My first wife made the photos I shared earlier today of my sons when they were small. She had been a professional photographer, and she was very good at drawing out her subjects’ personality and then, at the perfect moment, pressing the shutter button. If only I could be half as good at portraits and candid people photos!
I have precious few photos from my sons’ early years. My ex wouldn’t allow me to have copies of our family photos when we divorced, and my attorney and I couldn’t convince the judge to order it. The handful of photos I do have, my ex mailed to my mom when they were new. Mom let me scan them. Garrett was 1 and 2, and Damion was 3 and 4, in these photos.









My first marriage was always challenging, but in these early years with our boys we both tried our best. At least the photos I have show our boys happy, having good times.
Around the time Damion entered Kindergarten, our marriage took a solid turn for the worse and never recovered. My mom has few photos from those years; my ex must have stopped sending them. I have mixed feelings about not having those photos. On the one hand, I have no idea anymore what my sons looked like then, and little memory of family events from those years. Without getting into details I’ll say that the last couple years of our marriage were genuinely traumatic for me, leading to spotty memory. I call those “the lost years.” Seeing photos from those years might put me in contact with bad memories I don’t want to revisit.

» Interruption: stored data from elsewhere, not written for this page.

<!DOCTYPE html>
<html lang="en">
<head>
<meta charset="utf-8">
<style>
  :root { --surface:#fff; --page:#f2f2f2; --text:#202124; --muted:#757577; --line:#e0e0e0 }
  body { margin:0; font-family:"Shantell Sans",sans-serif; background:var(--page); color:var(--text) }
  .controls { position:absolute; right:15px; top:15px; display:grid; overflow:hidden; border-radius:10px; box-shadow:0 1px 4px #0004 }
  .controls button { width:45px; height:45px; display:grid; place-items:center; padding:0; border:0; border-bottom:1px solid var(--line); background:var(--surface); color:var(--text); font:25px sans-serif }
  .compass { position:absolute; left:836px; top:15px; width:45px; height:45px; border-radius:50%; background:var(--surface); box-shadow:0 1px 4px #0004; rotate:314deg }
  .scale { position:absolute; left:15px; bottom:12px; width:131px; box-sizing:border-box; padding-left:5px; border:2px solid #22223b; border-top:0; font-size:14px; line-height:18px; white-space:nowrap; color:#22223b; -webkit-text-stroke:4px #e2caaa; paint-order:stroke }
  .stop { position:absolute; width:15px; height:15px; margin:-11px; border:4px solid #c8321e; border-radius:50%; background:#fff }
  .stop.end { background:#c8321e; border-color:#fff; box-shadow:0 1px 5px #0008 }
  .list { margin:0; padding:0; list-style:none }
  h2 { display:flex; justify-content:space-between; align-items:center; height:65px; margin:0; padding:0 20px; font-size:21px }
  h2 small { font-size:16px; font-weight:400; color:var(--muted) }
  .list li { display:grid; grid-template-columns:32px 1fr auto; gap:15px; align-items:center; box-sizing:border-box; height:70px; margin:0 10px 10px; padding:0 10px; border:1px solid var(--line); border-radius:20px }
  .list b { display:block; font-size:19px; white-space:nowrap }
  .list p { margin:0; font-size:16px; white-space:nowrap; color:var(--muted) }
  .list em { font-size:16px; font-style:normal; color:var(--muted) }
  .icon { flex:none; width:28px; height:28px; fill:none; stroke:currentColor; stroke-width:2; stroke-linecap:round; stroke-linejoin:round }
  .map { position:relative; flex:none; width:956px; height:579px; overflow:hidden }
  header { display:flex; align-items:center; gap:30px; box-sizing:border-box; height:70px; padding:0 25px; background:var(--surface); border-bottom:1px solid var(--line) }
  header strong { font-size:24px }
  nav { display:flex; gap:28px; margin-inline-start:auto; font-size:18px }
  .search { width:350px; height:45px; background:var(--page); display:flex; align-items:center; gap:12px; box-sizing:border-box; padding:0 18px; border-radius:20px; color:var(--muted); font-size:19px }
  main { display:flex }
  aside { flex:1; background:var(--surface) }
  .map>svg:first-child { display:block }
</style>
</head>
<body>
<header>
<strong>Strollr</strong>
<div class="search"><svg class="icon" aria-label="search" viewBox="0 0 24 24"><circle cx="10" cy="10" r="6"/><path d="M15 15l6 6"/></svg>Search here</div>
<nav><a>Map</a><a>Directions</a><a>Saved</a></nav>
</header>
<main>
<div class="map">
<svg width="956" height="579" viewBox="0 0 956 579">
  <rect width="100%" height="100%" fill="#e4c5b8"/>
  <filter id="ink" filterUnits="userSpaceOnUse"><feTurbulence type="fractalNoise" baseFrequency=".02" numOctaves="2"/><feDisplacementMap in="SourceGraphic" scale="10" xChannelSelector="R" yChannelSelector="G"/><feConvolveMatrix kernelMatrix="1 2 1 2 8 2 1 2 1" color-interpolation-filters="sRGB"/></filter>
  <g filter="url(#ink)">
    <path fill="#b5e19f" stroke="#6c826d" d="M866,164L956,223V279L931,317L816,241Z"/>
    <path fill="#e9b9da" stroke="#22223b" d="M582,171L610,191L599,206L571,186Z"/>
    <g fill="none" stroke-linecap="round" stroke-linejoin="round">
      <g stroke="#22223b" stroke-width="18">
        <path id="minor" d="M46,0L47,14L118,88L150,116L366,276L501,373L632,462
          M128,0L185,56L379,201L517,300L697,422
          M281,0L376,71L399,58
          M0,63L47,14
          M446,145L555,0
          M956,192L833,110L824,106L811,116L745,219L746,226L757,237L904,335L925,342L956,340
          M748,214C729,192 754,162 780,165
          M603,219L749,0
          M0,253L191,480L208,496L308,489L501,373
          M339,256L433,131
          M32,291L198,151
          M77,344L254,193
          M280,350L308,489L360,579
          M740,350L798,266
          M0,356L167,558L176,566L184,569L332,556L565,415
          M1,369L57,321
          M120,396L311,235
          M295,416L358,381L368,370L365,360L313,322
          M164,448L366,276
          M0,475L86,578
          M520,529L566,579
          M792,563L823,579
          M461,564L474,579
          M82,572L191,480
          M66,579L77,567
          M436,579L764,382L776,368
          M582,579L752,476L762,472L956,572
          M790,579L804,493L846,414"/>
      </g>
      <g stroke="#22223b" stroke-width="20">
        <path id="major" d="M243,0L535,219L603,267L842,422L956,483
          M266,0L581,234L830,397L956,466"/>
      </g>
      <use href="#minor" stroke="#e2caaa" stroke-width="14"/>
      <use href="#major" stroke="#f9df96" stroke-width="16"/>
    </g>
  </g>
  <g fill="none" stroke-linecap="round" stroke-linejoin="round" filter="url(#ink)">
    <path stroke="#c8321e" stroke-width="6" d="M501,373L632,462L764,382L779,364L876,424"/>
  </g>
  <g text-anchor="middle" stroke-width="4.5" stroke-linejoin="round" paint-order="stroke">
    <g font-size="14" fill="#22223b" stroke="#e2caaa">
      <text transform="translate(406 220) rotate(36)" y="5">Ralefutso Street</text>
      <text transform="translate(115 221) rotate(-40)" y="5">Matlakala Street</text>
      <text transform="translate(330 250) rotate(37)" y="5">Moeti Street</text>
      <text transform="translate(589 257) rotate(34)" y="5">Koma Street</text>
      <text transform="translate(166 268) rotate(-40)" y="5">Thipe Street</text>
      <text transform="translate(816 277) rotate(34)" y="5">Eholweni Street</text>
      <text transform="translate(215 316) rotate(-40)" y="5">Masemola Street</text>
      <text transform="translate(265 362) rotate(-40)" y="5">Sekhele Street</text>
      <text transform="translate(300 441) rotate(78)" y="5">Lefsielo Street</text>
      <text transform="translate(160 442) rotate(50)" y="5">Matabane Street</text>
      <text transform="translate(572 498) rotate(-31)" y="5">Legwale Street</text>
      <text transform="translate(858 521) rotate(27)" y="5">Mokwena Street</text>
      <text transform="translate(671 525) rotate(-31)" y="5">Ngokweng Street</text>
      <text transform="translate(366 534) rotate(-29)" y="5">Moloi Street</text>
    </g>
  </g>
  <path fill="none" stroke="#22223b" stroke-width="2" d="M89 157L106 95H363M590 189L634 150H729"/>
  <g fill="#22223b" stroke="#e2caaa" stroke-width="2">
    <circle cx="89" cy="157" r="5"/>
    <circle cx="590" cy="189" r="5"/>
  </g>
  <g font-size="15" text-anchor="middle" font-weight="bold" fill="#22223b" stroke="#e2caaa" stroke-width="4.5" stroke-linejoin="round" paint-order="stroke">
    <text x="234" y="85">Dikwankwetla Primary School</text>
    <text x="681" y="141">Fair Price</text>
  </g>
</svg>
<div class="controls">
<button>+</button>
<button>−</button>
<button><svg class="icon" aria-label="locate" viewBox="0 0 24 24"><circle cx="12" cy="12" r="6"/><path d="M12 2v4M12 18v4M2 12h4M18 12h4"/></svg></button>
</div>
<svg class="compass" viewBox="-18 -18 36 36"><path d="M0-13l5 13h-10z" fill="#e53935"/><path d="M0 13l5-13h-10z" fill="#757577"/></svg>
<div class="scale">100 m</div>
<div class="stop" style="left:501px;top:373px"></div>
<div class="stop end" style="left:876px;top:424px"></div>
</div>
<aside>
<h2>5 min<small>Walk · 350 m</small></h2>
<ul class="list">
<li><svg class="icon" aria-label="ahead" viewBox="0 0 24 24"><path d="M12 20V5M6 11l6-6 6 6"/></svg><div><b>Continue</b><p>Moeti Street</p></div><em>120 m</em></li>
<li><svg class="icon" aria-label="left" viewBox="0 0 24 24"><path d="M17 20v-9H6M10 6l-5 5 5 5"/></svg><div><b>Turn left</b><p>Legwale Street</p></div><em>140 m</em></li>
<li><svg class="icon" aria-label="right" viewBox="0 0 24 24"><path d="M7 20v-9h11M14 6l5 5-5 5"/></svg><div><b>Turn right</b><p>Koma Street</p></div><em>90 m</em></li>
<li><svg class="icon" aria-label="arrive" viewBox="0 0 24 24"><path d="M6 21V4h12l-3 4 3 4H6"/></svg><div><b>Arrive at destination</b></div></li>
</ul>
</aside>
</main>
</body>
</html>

Garrett entered Kindergarten in 2004. The photo above is the boys on Garrett’s first day of school. About six weeks later my wife would ask me to move out.
The next few years were the hardest of my life. It took almost two years for the divorce to be final, and it was a fistfight the whole way. I moved three times in three years. I grieved the very serious loss of not seeing my sons every day.
But eventually life settled down. The boys and I began to make new memories, which I photographed like crazy. They were our best years, and there’s no way I can forget them.